I do like the flexibility of the rules. We were playing Mysterium on Saturday night (a game which might be my favourite). For those unfamiliar it’s essentially Dixit combined with Cluedo. The players are paranormal investigators investigating house haunted by the ghost of someone who was murdered. They’re initially tasked with generating possible scenarios (your Cluedo person, place and weapon) for what happened to the ghost before eventually deciding on which one really happened. To do this, the ghost hands out Dixit style surreal image cards that hint (to wildly varying extents) to a particular place, person or weapon.
In our game we got to working out the last weapon of the last scenario and long story short, burned through our entire time line while the ghost got more and more flustered. Rather than finish the game there we decided to push on through to the crime solving allowing for a single, sudden death guess which we got right.
We still lost the game, but bending the rules made for a far more satisfying ending.
Board games still require imagination, and can be different every time you play. Video games just begrudgingly allow you to press a few buttons between their unskippable pretty skybox movies.

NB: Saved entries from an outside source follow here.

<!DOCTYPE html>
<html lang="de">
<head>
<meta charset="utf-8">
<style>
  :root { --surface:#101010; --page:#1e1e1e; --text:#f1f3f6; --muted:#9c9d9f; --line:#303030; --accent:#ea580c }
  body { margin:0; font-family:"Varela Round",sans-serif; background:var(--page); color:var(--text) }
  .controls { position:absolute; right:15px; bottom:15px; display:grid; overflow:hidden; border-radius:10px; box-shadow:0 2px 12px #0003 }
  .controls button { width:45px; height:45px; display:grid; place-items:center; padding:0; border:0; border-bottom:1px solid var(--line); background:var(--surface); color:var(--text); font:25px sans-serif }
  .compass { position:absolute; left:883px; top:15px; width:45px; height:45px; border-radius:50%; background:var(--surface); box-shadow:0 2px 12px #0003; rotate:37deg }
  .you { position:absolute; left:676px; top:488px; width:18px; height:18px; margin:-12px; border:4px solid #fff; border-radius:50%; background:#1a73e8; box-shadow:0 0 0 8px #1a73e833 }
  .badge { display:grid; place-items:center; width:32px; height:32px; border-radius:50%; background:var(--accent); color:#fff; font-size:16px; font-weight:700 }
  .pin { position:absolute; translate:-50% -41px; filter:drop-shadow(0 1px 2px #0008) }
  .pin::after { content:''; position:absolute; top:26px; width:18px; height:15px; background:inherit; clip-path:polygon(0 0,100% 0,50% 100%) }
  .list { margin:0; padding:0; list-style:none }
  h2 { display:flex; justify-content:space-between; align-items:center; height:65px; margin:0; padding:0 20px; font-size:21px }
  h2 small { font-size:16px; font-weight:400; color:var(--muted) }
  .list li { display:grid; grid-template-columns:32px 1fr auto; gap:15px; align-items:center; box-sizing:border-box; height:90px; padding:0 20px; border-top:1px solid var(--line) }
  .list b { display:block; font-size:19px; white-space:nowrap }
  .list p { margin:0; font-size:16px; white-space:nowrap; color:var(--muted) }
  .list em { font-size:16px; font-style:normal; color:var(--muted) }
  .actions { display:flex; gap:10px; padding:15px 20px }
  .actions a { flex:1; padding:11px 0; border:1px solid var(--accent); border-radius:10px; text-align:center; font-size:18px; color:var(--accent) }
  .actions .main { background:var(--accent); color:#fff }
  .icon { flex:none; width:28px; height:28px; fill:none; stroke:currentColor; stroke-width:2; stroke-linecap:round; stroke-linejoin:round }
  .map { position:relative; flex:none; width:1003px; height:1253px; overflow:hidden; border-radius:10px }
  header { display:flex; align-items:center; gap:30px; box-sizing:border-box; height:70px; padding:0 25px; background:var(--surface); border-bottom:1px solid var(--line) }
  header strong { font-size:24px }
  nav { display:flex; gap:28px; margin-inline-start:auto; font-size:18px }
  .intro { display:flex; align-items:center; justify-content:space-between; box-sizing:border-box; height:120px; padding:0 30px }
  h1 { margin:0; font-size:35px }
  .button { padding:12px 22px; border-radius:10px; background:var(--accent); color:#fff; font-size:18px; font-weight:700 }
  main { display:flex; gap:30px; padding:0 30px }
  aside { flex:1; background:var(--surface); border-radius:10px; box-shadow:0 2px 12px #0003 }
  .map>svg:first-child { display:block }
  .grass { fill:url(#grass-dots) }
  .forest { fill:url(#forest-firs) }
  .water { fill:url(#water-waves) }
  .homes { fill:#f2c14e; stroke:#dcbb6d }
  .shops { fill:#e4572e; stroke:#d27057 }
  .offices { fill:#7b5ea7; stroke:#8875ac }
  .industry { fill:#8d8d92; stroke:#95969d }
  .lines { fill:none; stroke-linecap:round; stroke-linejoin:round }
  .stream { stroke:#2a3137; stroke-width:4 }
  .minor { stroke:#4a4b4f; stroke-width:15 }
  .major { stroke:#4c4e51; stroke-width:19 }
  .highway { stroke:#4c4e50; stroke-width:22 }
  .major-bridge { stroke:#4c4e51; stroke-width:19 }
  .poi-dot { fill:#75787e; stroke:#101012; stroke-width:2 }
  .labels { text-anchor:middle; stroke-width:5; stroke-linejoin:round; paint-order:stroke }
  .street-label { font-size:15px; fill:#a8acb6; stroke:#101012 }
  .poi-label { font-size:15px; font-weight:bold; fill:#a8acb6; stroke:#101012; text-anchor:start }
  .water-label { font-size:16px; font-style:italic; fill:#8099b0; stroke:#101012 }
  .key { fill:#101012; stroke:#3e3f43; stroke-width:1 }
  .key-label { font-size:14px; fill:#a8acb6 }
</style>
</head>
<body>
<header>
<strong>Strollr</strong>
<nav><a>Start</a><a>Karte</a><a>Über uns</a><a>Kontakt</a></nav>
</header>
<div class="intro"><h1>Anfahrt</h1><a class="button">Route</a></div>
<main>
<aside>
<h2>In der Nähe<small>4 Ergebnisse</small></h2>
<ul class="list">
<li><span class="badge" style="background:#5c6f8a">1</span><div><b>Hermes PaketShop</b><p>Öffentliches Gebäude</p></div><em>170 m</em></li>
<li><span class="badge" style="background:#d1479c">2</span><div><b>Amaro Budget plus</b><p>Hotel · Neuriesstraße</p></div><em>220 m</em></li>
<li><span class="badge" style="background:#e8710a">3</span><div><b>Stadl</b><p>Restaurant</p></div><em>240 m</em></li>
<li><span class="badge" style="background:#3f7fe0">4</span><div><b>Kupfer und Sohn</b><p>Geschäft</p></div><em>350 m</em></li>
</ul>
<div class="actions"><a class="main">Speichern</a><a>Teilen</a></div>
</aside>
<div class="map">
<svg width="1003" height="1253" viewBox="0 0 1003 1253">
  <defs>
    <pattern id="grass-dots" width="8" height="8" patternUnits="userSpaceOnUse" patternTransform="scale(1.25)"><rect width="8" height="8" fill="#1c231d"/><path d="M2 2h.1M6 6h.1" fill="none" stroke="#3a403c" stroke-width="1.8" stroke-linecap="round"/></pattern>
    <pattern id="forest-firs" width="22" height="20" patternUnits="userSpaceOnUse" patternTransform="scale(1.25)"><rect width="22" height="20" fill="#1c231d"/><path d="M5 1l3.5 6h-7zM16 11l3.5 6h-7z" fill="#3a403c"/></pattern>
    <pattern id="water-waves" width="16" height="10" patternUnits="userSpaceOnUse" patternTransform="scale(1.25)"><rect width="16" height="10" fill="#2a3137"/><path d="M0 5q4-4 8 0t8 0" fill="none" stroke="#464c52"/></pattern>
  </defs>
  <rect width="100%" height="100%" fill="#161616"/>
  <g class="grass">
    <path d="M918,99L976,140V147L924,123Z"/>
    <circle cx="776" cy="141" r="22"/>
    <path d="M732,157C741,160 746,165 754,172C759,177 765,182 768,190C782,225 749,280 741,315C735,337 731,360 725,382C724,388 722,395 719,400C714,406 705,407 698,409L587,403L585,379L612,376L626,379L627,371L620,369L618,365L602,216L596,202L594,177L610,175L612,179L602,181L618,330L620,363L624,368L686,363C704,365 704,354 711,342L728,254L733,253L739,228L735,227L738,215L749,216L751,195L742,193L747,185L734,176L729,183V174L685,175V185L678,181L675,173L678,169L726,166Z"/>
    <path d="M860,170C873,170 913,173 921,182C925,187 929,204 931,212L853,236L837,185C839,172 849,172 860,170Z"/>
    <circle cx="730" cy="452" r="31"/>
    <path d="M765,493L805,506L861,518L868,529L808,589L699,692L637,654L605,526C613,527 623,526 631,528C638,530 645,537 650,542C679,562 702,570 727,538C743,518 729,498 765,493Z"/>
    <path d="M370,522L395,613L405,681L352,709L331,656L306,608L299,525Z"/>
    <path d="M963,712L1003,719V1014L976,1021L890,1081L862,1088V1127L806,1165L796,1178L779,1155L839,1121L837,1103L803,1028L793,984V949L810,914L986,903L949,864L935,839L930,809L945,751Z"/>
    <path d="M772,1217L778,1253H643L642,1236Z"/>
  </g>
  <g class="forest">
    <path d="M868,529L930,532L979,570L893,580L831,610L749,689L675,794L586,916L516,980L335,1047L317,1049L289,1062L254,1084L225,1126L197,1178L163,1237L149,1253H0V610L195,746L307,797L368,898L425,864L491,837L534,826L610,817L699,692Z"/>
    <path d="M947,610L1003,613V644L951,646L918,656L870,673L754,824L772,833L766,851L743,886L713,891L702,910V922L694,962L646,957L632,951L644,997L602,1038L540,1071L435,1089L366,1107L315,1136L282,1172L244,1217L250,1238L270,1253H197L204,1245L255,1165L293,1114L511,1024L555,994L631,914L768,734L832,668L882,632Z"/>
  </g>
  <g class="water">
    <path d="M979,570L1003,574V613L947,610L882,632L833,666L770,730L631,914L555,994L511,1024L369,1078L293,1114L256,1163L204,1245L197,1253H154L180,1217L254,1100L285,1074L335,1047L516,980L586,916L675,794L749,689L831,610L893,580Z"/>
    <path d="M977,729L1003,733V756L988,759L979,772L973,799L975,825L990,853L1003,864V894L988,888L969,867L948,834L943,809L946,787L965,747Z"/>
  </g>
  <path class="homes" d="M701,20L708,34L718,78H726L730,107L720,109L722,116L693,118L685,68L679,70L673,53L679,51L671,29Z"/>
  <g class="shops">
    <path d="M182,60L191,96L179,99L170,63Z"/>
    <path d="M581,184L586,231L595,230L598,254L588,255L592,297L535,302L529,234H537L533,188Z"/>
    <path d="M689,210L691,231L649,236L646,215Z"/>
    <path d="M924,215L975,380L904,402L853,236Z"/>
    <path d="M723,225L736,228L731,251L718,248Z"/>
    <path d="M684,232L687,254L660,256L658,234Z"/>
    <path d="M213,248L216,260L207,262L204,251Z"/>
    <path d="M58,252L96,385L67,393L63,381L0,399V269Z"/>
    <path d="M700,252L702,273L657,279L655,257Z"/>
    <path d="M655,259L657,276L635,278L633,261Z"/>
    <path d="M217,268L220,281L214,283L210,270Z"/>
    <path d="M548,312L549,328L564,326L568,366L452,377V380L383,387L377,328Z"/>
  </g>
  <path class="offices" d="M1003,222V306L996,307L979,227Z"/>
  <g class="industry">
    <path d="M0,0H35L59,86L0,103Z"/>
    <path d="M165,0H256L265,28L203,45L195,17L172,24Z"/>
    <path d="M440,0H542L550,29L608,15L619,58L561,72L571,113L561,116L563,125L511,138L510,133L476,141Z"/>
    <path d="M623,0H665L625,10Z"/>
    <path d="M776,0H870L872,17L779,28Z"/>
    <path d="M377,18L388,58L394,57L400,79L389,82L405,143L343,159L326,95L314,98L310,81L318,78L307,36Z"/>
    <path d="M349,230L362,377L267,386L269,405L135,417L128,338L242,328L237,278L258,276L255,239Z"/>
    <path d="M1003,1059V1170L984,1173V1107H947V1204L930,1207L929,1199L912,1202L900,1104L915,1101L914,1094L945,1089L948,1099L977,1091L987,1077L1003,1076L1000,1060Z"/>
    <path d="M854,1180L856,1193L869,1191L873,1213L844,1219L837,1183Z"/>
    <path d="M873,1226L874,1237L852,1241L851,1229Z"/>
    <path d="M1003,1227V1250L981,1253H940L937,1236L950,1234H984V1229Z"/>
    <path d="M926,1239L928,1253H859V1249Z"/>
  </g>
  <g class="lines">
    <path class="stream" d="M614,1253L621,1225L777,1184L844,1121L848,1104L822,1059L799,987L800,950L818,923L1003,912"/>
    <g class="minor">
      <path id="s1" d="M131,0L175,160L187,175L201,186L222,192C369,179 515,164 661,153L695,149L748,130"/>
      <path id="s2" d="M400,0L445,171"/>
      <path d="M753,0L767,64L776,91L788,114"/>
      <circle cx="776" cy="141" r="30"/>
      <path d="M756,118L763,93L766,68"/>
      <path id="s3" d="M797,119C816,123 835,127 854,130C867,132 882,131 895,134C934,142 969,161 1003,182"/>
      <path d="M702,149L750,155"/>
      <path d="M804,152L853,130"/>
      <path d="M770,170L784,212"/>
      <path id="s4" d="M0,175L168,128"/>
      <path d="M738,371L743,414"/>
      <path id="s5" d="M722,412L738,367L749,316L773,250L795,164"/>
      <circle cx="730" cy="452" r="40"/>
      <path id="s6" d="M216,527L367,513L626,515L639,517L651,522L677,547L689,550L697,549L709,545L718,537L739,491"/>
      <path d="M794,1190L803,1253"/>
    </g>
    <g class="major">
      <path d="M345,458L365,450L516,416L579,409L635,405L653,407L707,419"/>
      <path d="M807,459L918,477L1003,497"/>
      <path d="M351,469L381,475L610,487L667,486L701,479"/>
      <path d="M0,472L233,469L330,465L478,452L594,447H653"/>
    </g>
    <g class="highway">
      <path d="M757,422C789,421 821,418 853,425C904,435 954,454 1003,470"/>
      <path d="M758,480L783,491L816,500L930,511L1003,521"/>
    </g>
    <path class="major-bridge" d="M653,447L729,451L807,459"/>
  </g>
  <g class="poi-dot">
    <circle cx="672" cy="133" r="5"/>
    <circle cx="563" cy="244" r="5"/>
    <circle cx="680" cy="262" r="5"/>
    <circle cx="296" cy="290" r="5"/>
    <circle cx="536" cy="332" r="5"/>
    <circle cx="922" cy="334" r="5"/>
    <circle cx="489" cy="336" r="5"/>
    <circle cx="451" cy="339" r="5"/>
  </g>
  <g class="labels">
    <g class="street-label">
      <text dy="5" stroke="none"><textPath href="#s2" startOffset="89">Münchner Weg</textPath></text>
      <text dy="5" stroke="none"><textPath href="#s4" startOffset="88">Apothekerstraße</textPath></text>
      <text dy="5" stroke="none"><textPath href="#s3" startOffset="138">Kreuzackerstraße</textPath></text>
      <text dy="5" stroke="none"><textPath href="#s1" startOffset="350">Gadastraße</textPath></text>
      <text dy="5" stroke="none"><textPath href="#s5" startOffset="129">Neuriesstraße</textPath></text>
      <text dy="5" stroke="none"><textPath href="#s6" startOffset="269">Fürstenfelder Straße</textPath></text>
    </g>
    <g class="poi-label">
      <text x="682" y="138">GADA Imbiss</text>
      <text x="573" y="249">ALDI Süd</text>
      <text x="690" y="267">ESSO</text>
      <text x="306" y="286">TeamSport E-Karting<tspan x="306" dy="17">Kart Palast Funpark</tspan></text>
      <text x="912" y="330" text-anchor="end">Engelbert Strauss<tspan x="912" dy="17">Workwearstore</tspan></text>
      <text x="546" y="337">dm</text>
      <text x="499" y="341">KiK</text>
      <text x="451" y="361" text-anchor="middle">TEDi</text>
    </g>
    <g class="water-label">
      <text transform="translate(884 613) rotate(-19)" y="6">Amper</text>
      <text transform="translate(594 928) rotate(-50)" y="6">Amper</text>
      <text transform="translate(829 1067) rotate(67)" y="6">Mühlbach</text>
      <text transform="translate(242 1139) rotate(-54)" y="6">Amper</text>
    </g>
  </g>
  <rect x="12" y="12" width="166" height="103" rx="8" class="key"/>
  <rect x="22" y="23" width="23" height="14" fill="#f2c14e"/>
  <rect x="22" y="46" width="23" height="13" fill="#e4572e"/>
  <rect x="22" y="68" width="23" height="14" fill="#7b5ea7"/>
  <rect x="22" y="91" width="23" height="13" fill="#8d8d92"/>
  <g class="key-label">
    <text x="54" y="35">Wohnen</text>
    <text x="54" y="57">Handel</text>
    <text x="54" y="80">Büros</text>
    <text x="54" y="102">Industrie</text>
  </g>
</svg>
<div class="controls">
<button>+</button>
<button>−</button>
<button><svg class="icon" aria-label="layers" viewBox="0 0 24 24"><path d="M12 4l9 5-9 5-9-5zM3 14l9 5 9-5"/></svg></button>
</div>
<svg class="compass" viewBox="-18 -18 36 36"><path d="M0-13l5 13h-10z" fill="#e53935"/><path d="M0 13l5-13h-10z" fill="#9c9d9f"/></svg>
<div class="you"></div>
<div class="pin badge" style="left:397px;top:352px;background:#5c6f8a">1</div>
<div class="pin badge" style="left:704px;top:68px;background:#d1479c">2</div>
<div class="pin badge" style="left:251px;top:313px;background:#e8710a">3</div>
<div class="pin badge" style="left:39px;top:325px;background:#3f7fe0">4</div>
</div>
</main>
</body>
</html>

Yes. This does sound horrific to me. You are crazy, Luke. CRAZY.
I can’t stand it when people don’t read the rules and make assumptions for what the rules should be.
I hate explaining the rules to people who don’t read them. It’s a real skill. There’s 20 pages of rules and you need to crunch it all down to something digestible and hope people don’t die from boredom and/or impatience. Yet, you know that most of the time, once you start playing, people will get it.
I have a feeling that this is just something that needs practice, like public speaking.
Also, I’ll be honest here. I am a hypocrite. Often, if someone else has agreed to bring the game for the group session, I haven’t read the rules as preparation.
There’s a reason why games are all about “perfection” and defined rules….its called online gaming.
While I get what the author is trying to say, their argument is somewhat flawed and ignores a lot of modern gaming trends. Sure, games have rule sets, and sure they are most often incontrovertible. However, once you discover the glitches, skips, hacks, exploits and optimal routes then you start to nudge the table, move the pieces when no one is looking and yell “Blitzkrieg” while throwing the board into the air. Alternately, if you don’t like the rules or want to spice things up a bit, make up your own ruleset in the form of a mod or try out someone else’s.
Even then, when you work within the bounds of the program, many competitive games still have the same degree of psychology, mind games and heckling that a tabletop game has. I’m sure everyone has screen cheated at least once, or run physical interference with your opponent to make them screw up. As much as people hate it, camping and kill stealing are the same sorts of thing as always putting down Skip cards in UNO or helping yourself to a loan because you’re the banker. In the end, video games can provide the same “physicality” as a real game, just in different, less physical ways.